Unit al5strings

Uses
Classes, Interfaces, Objects and Records
Constants
Variables

Description

Functions to integrate Pascal String with Allegro AL_STR. Also implements Allegro's UNICODE support.

About string manipulation

By default, Delphi RTL libraries defines STRING as UNICODESTRING. Since Allegro expects ANSISTRING this means you should use convert funcions as UTFToString and UTF8Encode to work properly, wich makes such operations non compatible with Free Pascal.

This unit defines a collection of functions and procedures that works like RTL string manipulation ones (i.e. SysUtils and Strings unit) but using the AL_STR type, ensuring your code will work both Delphi and Free Pascal without changes. It includes a few conversion functions as well if you need them.

About UTF-8 string routines

Some parts of the Allegro API, such as the font routines, expect Unicode strings encoded in UTF-8. The UTF8 basic routines are provided to help you work with UTF-8 strings, however it does not mean you need to use them.

Briefly, Unicode is a standard consisting of a large character set of over 100,000 characters, and rules, such as how to sort strings. A code point is the integer value of a character, but not all code points are characters, as some code points have other uses. Unlike legacy character sets, the set of code points is open ended and more are assigned with time.

Clearly it is impossible to represent each code point with a 8-bit byte (limited to 256 code points) or even a 16-bit integer (limited to 65536 code points). It is possible to store code points in a 32-bit integers but it is space inefficient, and not actually that useful (at least, when handling the full complexity of Unicode; Allegro only does the very basics). There exist different Unicode Transformation Formats for encoding code points into smaller code units. The most important transformation formats are UTF-8 and UTF-16.

UTF-8 is a variable-length encoding which encodes each code point to between one and four 8-bit bytes each. UTF-8 has many nice properties, but the main advantages are that it is backwards compatible with C strings, and ASCII characters (code points in the range 0-127) are encoded in UTF-8 exactly as they would be in ASCII.

UTF-16 is another variable-length encoding, but encodes each code point to one or two 16-bit words each. It is, of course, not compatible with traditional C strings. Allegro does not generally use UTF-16 strings.

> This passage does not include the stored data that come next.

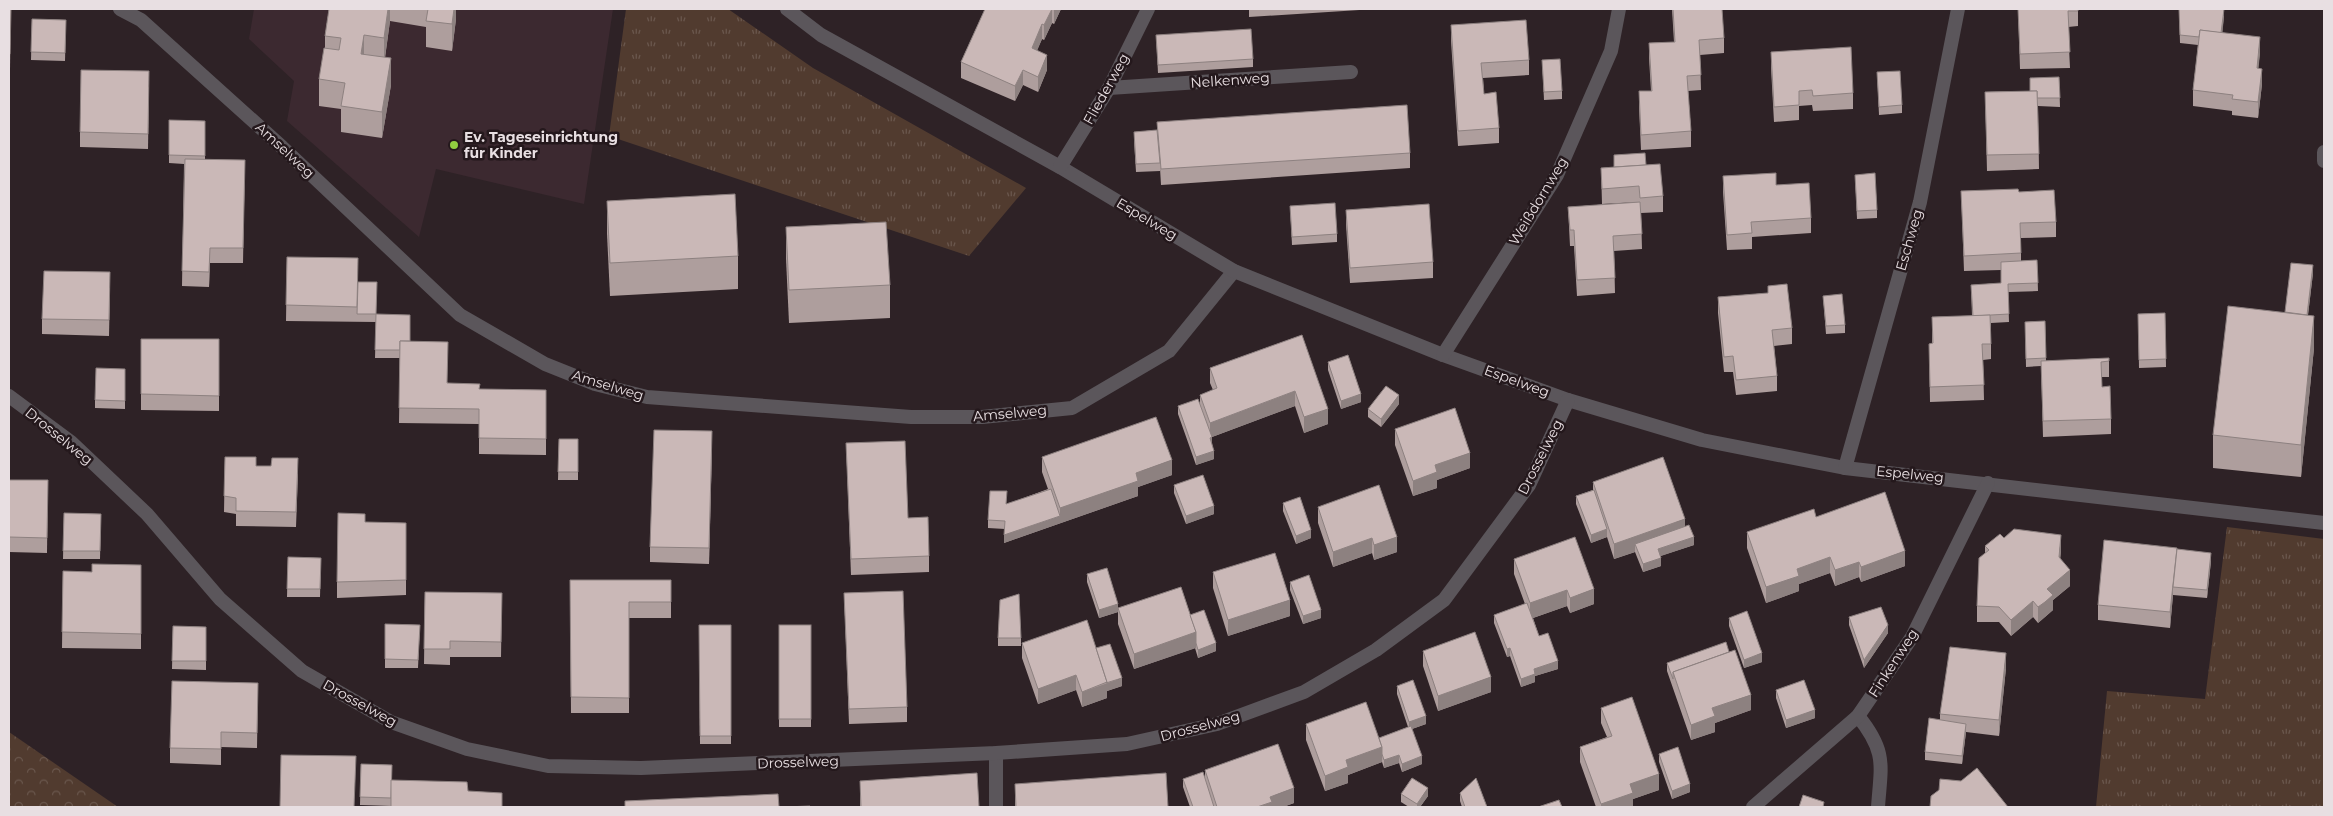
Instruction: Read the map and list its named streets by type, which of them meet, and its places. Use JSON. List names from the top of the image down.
{
  "streets": {
    "street": [
      "Nelkenweg",
      "Fliederweg",
      "Amselweg",
      "Weißdornweg",
      "Espelweg",
      "Eschweg",
      "Drosselweg",
      "Finkenweg"
    ]
  },
  "crossings": [
    ["Nelkenweg", "Fliederweg"],
    ["Fliederweg", "Espelweg"],
    ["Amselweg", "Espelweg"],
    ["Weißdornweg", "Espelweg"],
    ["Espelweg", "Eschweg"],
    ["Espelweg", "Drosselweg"],
    ["Espelweg", "Finkenweg"]
  ],
  "places": ["Ev. Tageseinrichtung für Kinder"]
}
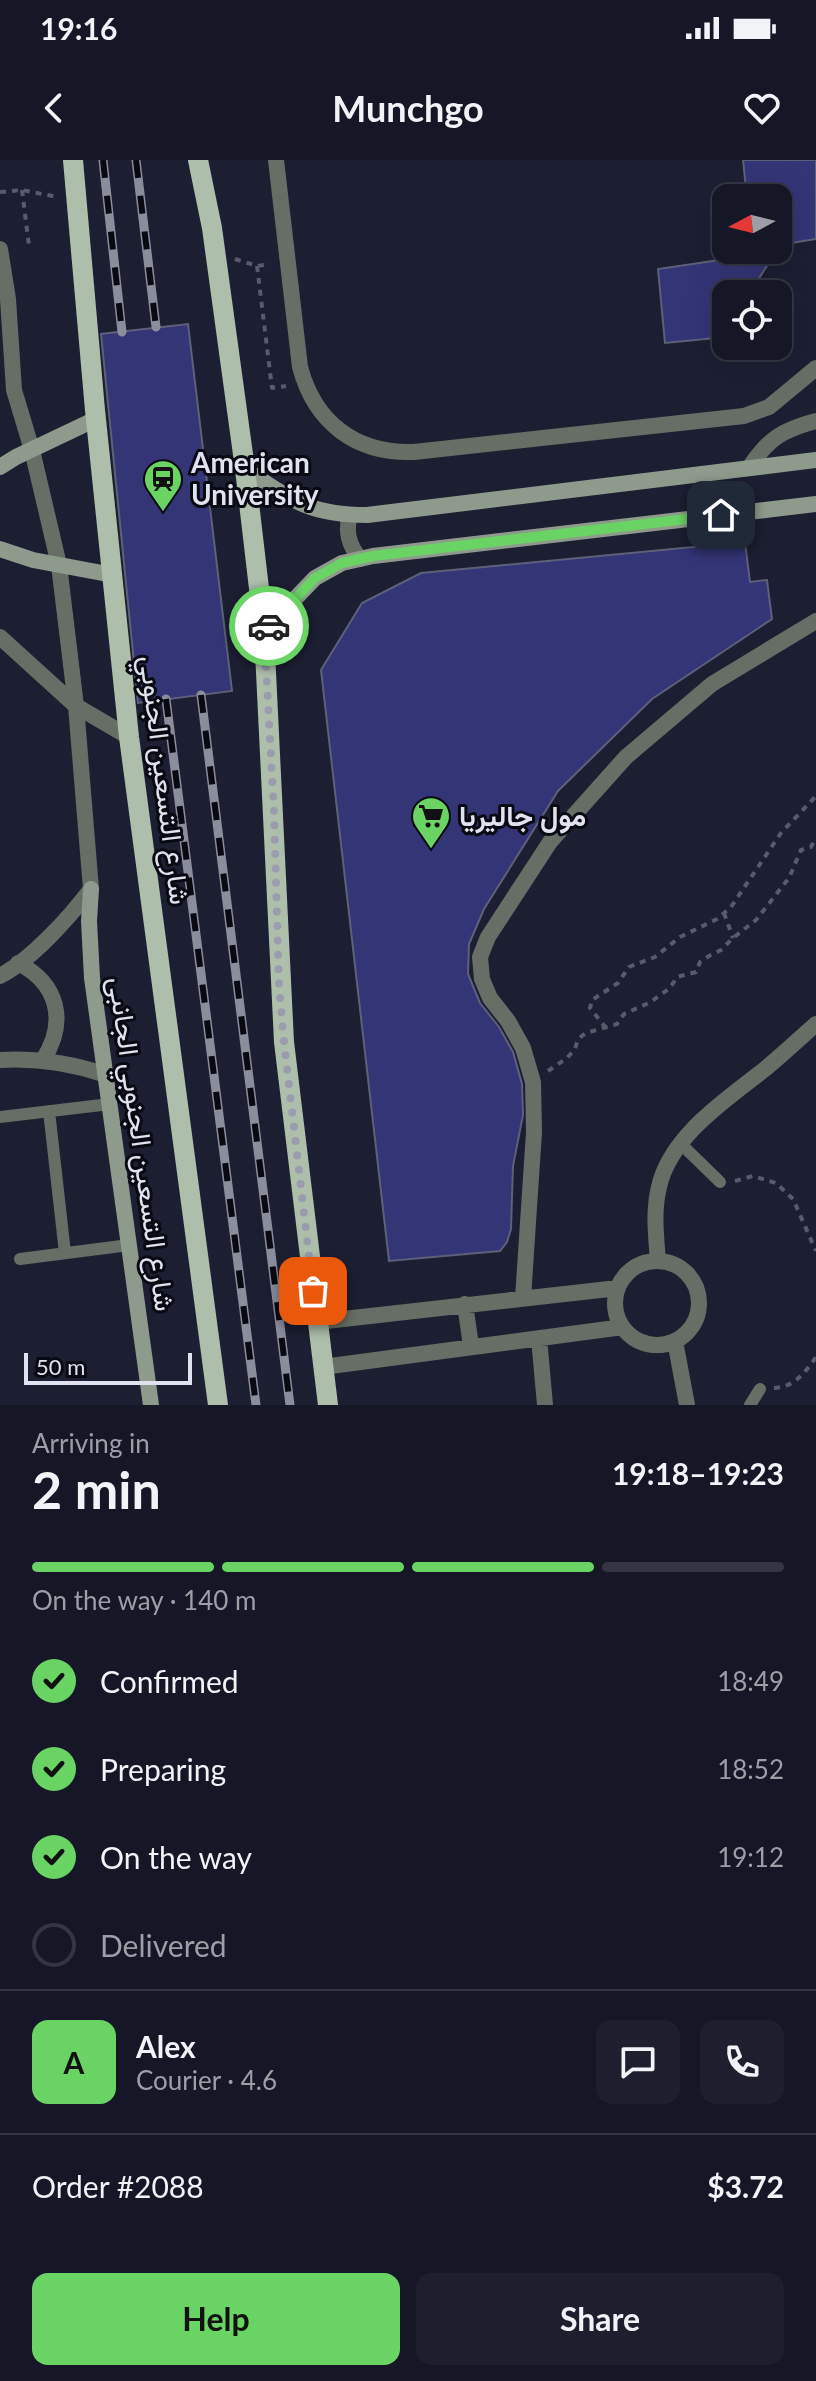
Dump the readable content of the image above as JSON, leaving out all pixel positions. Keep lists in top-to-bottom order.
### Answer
{
  "streets": {
    "main road": ["شارع التسعين الجنوبي"],
    "street": ["شارع التسعين الجنوبي الجانبى"]
  },
  "places": {
    "station": ["American University"],
    "supermarket": ["مول جاليريا"]
  },
  "scale_bar": "50 m",
  "north": "left",
  "page": {
    "status": "19:16",
    "header": "Munchgo",
    "scale": "50 m",
    "heading": ["2 min", "Arriving in", "19:18–19:23"],
    "panel": [
      "Alex",
      "Courier · 4.6",
      "Order #2088",
      "$3.72"
    ],
    "bar": "On the way · 140 m",
    "list": [
      ["Confirmed", "18:49"],
      ["Preparing", "18:52"],
      ["On the way", "19:12"],
      "Delivered"
    ],
    "round": "A",
    "buttons": ["Help", "Share"]
  }
}
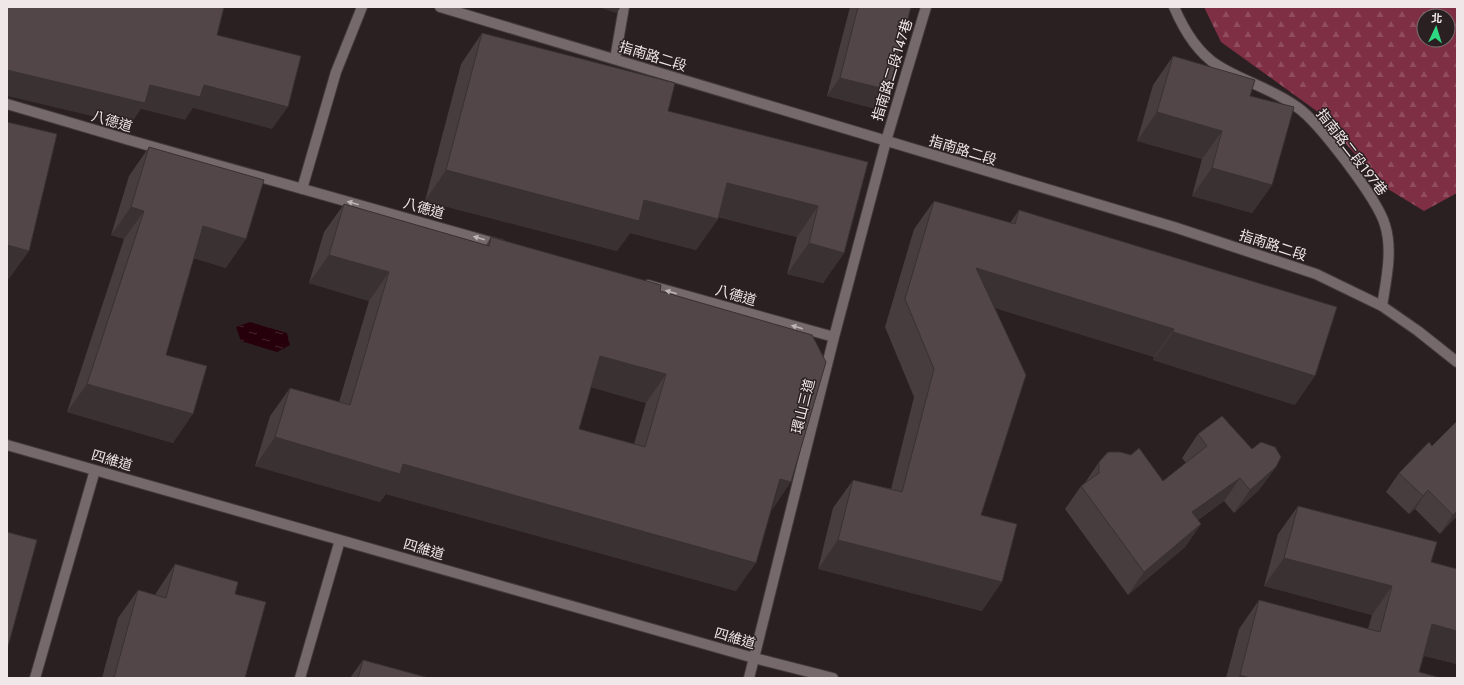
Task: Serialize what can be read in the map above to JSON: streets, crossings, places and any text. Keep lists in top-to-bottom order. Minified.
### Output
{"streets":{"street":["指南路二段","指南路二段147巷","八德道","指南路二段197巷","環山三道","四維道"]},"crossings":[["指南路二段","指南路二段147巷"],["指南路二段","指南路二段197巷"],["指南路二段","環山三道"],["指南路二段147巷","環山三道"],["八德道","環山三道"],["環山三道","四維道"]],"one_way":["八德道"],"north":"top"}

Here is a diagram of the representation of the word "ål", with a NUL terminator, in both UTF-8 and UTF-16.

String

å

l

NUL

Code points

U+00E5 (229)

U+006C (108)

U+0000 (0)

UTF-8 bytes

0xC3, 0xA5

0x6C

0x00

UTF-16LE bytes

0xE5, 0x00

0x6C, 0x00

0x00, 0x00

You can see the aforementioned properties of UTF-8. The first code point U+00E5 ("å") is outside of the ASCII range (0-127) so is encoded to multiple code units – it requires two bytes. U+006C ("l") and U+0000 (NUL) both exist in the ASCII range so take exactly one byte each, as in a pure ASCII string. A zero byte never appears except to represent the NUL character, so many functions which expect C-style strings will work with UTF-8 strings without modification.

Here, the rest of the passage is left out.